Endpoint Privilege Management for Windows Workstyles are used to assign Application Groups for a specific user, or group of users. The Workstyle wizard can generate Application Rules depending on the type of Workstyle you choose.

For more information, please also see:

Workstyle Properties

To edit the advanced properties for a Workstyle:

  1. Expand the Workstyles node and select the relevant Workstyle.

Edit the Workstyle Options

  1. Right-click and select Edit Workstyle Options.


Privilege Monitoring

Endpoint Privilege Management for Windows can monitor the behavior of specific privileged applications and processes in Windows, a feature called privilege monitoring. Privilege monitoring is enabled as an auditing option in the properties of an Application Rule or an On-Demand Application Rule. When enabled, Endpoint Privilege Management for Windows records all privileged operations performed by the application or process that would fail under a standard user account. These include file operations, registry operations, and any interactions with other components such as Windows services.

The application must be running under a privileged account, such as an administrator or power user. Alternatively, an application could be running with elevated privileges because you added it to the Application Rules or On-Demand Application Rules section of the Workstyle and assigned it to run with admin rights.

Privilege monitoring logs are recorded on each endpoint, and the logs can be accessed using the Endpoint Privilege Management Reporting MMC snap-in. The configuration of privilege monitoring logs is applied to each Workstyle.

For more information about privilege monitoring contact your BeyondTrust consultant.

Privilege Monitoring Events

  • Log Monitoring Event to Application Event Log: This option logs an event to the Application event log the first time an application performs a privileged operation.
  • Log Cancel Events (when user cancels message): This option raises an event when a user cancels an End User Message, either by clicking the Cancel button, Email button, or clicking a Hyperlink. The action performed by the user is available as a Policy Parameter [PG_ACTION], which can be used by the script to perform different audit actions based on the user interaction. To log Cancel Events, enable Raise an Event for the rule that has been matched.

For more information, see Raise an Event.
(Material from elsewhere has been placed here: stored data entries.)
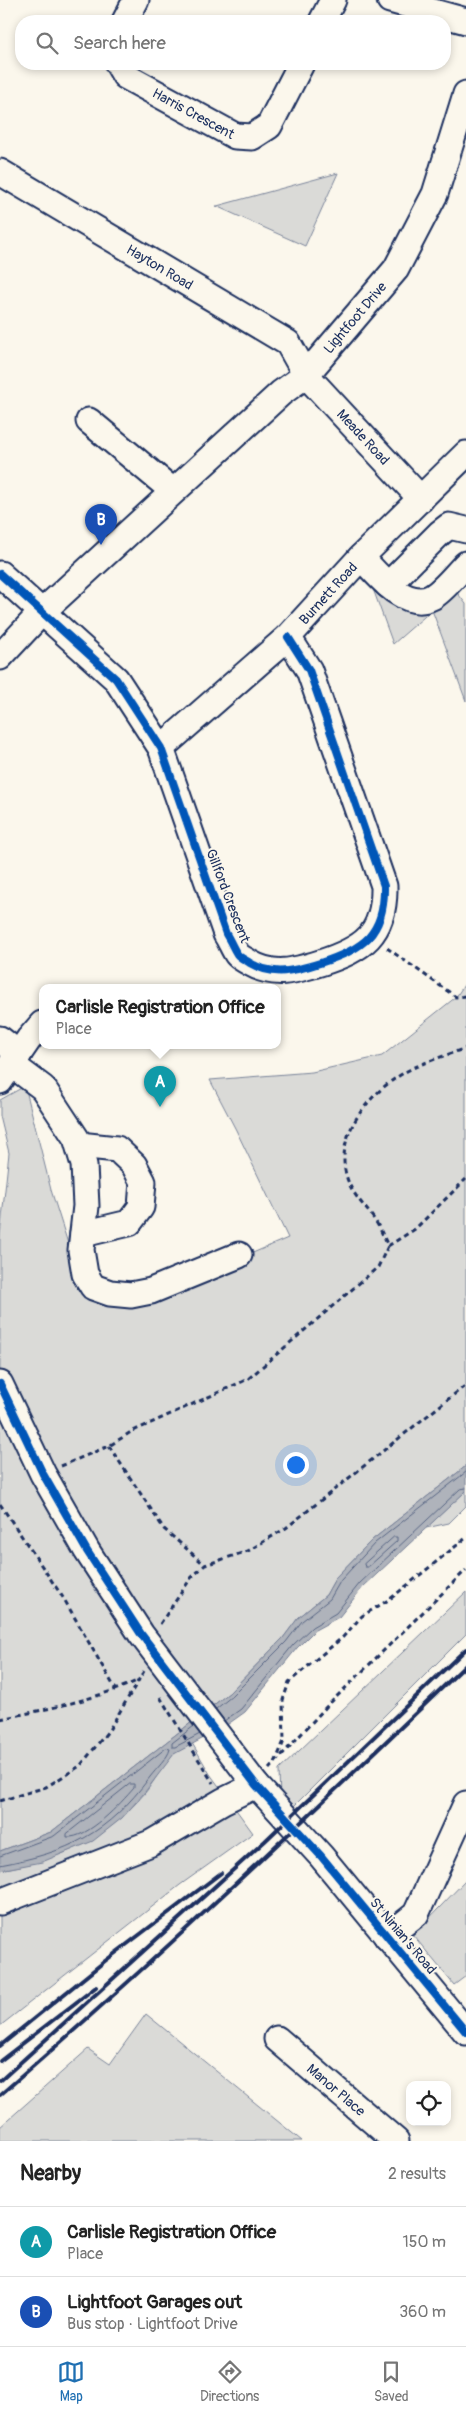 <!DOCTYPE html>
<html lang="en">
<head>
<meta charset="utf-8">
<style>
  :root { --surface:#fff; --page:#f6f6f6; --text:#222; --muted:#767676; --line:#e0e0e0; --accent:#1f6fb2 }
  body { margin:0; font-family:Pangolin,sans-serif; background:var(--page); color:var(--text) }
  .controls { position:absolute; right:15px; bottom:15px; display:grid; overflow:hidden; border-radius:10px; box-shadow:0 2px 8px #0003 }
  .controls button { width:45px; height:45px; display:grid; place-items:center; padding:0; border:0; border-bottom:1px solid var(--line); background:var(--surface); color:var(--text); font:25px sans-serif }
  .you { position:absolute; left:295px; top:1464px; width:18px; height:18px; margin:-12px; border:4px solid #fff; border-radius:50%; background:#1a73e8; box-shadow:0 0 0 8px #1a73e833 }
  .badge { display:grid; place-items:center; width:32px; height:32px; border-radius:50%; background:var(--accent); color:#fff; font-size:16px; font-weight:700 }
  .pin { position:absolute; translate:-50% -41px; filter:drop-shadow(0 1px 2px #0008) }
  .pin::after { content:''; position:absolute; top:26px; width:18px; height:15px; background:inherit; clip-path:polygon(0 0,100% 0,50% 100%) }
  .popup { position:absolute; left:39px; top:984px; width:242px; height:65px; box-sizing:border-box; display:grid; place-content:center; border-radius:10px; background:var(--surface); filter:drop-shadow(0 1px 4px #0005); font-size:16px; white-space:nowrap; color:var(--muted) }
  .popup b { font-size:19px; color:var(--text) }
  .popup::after { content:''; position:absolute; left:50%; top:100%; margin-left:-10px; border:10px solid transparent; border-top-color:var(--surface) }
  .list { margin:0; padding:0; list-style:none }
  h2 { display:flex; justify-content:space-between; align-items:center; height:65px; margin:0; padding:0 20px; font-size:21px }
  h2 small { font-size:16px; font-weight:400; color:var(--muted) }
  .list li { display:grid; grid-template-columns:32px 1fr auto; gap:15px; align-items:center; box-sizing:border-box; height:70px; padding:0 20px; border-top:1px solid var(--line) }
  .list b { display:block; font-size:19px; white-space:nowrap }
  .list p { margin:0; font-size:16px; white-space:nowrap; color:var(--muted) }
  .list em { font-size:16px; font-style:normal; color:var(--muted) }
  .icon { flex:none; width:28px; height:28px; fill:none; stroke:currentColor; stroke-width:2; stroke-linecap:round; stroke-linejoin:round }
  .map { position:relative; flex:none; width:466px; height:2141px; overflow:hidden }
  .search { position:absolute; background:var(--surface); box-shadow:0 2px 8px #0003; left:15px; right:15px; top:15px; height:55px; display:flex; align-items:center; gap:12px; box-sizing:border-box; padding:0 18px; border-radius:20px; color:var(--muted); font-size:19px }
  .sheet { height:205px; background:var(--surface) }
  nav { display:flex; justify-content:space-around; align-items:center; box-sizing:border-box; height:70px; border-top:1px solid var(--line); background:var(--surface); font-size:14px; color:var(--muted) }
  nav a { display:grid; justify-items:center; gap:2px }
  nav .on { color:var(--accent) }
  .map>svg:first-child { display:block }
</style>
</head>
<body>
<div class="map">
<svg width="466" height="2141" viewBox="0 0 466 2141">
  <rect width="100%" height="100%" fill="#fbf7ec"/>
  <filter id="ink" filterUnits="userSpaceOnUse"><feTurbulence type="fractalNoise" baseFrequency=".02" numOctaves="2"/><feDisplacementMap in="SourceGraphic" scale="10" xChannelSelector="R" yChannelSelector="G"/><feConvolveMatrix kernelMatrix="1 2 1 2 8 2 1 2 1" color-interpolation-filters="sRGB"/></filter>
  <g filter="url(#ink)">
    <g fill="#dadad7" stroke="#7a849a">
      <path d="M338,173L305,246L216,206H217Z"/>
      <path d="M368,575L375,585L455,590L466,604V701L432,610L393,644Z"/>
      <path d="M466,982V1466L372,1540L336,1577L326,1595L298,1618L283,1638L229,1693L51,1832L0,1851V1236L9,1153L0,1116V1100L25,1086L51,1190L85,1297L103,1305L135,1303L288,1238L236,1130L210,1080L312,1072L382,1056L456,997Z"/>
      <path d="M466,1491V1506L449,1523L426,1528Z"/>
      <path d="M466,1592V1634L289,1811L280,1800L279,1770Z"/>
      <path d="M192,1743L210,1774L253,1833L180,1885L0,2026V1870C63,1858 102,1843 145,1793C155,1781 163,1763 175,1753C180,1749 186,1747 192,1743Z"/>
      <path d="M466,1880V1976L454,1985L413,1935Z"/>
      <path d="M146,2014L302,2141H0V2127L88,2049L110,2064Z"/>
    </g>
    <path fill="#afb3bb" stroke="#747e96" d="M466,1466V1491L363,1587L339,1617L315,1630L297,1648L245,1712L224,1727L174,1754L145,1792L122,1818L93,1841L42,1862L0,1870V1851L51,1832L229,1693L283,1638L298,1618L326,1595L336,1577L372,1540Z"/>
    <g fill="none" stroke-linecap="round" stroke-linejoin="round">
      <g stroke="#566483" stroke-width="1">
        <path d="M394,1537H397V1541L368,1567H365L364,1564Z"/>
        <path d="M216,1709L232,1696L286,1642L302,1621L330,1599L341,1580L375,1543L466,1472"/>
        <path d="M224,1721L241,1709L293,1645L312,1627L336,1613L360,1583L460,1489L466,1488"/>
        <path d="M194,1726L172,1743V1747H175L200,1734"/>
        <path d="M130,1784H134V1788C121,1803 88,1839 67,1837V1834Z"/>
        <path d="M0,1856L54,1836L166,1748L170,1749C168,1758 156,1769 150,1777C107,1834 70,1852 0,1865"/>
      </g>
      <g stroke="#1b2f5e" stroke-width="29">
        <g id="minor">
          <path d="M390,0L466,21"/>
          <path d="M125,21L136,0"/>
          <path d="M322,21L333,0"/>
          <path id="s1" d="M118,64L125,76L235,136L252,137L269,126L301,64"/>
          <path id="s2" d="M0,172L288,343L306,375L421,499"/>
          <path d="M89,421L173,491"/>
          <path d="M361,557C377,574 405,611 432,597C444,590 456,574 466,564"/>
          <path d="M0,574L116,679L161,748L226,934C230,940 233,948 237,954C240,958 246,960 250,963C274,977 294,971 320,963C363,949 385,935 384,886L309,670L288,637"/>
          <path d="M388,585L440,533L449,526L466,530"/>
          <path id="s3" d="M0,657L42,612L281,393L306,375L396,269L435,194L466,94"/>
          <path id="s4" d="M161,748L288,637L361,557L466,454"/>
          <path d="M0,1039L19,1054"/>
          <path d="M11,1064L43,1088L76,1138L84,1165L86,1206L81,1250L85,1274L93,1287L110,1293L131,1295L151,1291L239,1255"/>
          <path d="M0,1081L29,1039L42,1024"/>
          <path d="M79,1145L117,1149L134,1165L143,1182L141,1207L129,1223L83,1234"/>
          <path d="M0,1384L43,1474L87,1551L141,1634L256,1785L321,1856L466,2032"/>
          <path d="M0,1902L151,1843L223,1801L256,1785"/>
          <path d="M387,1937L416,1914L466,1804"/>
          <path id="s5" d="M277,2039L396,2141"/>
        </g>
      </g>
      <g stroke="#1b2f5e" stroke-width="3" stroke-dasharray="5 4" stroke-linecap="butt">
        <path d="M387,948L456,997L466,996"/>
        <path d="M388,1246L415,1229L466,1179"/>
        <path d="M109,1446L164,1529L205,1565"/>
        <path d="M61,1466L109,1446L131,1432L248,1379L378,1267L388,1246C384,1238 381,1230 376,1222C367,1208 354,1197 348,1181C331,1136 371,1090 409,1070C427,1061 447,1055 466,1048"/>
        <path d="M0,1504L64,1599L116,1690"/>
        <path d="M160,1624L191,1578L205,1565L248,1551L286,1528L466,1385"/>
        <path d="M160,1697L213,1783"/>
        <path d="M0,1719C48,1709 94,1700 139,1680"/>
        <path d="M275,1763L284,1741L283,1700L289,1682L343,1637L362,1616L390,1599L466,1538"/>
        <path d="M269,1769L326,1707L466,1570"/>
        <path d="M0,1801L46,1787L80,1766L109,1730L144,1671"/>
      </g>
      <use href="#minor" stroke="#fbf7ec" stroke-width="25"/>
      <g stroke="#1b2f5e" stroke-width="4">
        <path d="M0,2046L105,1961L221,1873"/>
        <path d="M0,2061L96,1987"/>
        <path d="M0,2081L265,1841L466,1649"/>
        <path d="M0,2095C160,1957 313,1812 466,1665"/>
      </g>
      <g stroke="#fbf7ec" stroke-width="11">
        <g id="cycleway">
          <path d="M0,574L116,679L161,748L226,934C230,940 233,948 237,954C240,958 246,960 250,963C274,977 294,971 320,963C363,949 385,935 384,886L309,670L288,637"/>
          <path d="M0,1384L43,1474L87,1551L141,1634L256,1785L321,1856L466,2032"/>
        </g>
      </g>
      <use href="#cycleway" stroke="#0057b8" stroke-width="8"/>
    </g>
  </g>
  <g text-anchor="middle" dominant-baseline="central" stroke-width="4" stroke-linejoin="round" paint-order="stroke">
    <g font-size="14" fill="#1b2f5e" stroke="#fbf7ec">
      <text stroke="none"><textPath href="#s1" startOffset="92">Harris Crescent</textPath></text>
      <text stroke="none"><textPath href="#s2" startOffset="186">Hayton Road</textPath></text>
      <text stroke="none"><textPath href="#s3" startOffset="492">Lightfoot Drive</textPath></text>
      <text stroke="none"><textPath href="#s2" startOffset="456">Meade Road</textPath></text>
      <text stroke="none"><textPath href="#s4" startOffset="228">Burnett Road</textPath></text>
      <text transform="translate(228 896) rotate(69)">Gillford Crescent</text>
      <text transform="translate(403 1936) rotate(50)">St Ninian's Road</text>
      <text stroke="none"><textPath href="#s5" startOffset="78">Manor Place</textPath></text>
    </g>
  </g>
</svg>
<div class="controls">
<button><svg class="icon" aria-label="locate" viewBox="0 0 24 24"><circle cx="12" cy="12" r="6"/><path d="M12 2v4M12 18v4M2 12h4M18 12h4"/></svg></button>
</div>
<div class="you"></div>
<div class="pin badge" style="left:160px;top:1107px;background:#0f9aa8">A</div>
<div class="popup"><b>Carlisle Registration Office</b>Place</div>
<div class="pin badge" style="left:101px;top:545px;background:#1a4fb4">B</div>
<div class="search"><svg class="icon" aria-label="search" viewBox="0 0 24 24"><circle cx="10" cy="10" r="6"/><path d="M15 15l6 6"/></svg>Search here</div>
</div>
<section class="sheet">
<h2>Nearby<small>2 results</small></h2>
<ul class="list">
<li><span class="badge" style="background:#0f9aa8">A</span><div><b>Carlisle Registration Office</b><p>Place</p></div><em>150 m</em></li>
<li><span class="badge" style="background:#1a4fb4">B</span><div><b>Lightfoot Garages out</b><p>Bus stop · Lightfoot Drive</p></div><em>360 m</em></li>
</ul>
</section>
<nav>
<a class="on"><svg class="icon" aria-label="map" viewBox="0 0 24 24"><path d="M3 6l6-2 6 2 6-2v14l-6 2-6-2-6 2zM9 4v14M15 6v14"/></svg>Map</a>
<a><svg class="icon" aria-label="directions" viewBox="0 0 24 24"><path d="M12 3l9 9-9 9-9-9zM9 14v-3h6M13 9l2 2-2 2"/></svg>Directions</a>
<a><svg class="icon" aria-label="saved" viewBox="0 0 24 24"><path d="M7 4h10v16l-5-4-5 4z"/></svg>Saved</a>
</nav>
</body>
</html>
Privilege Monitoring Log Files

The following Privilege Monitoring options are available:

  • Log Application Activity to Log Files: This option enables logging of privileged activity to log files. The activity level can be set with the activity slider.
  • Application Summary and Activity: This option logs information about the application and unique privileged activity (Default option).
  • Application Summary and Detailed Activity: This options logs information about the application and all privileged activity.
  • Maximum Activity Records Per Process: This option determines the maximum number of records that are recorded per process (Default 100).
  • Keep Application Activity Logs for: This option determines how long activity logs are kept before they are purged (Default 14 days).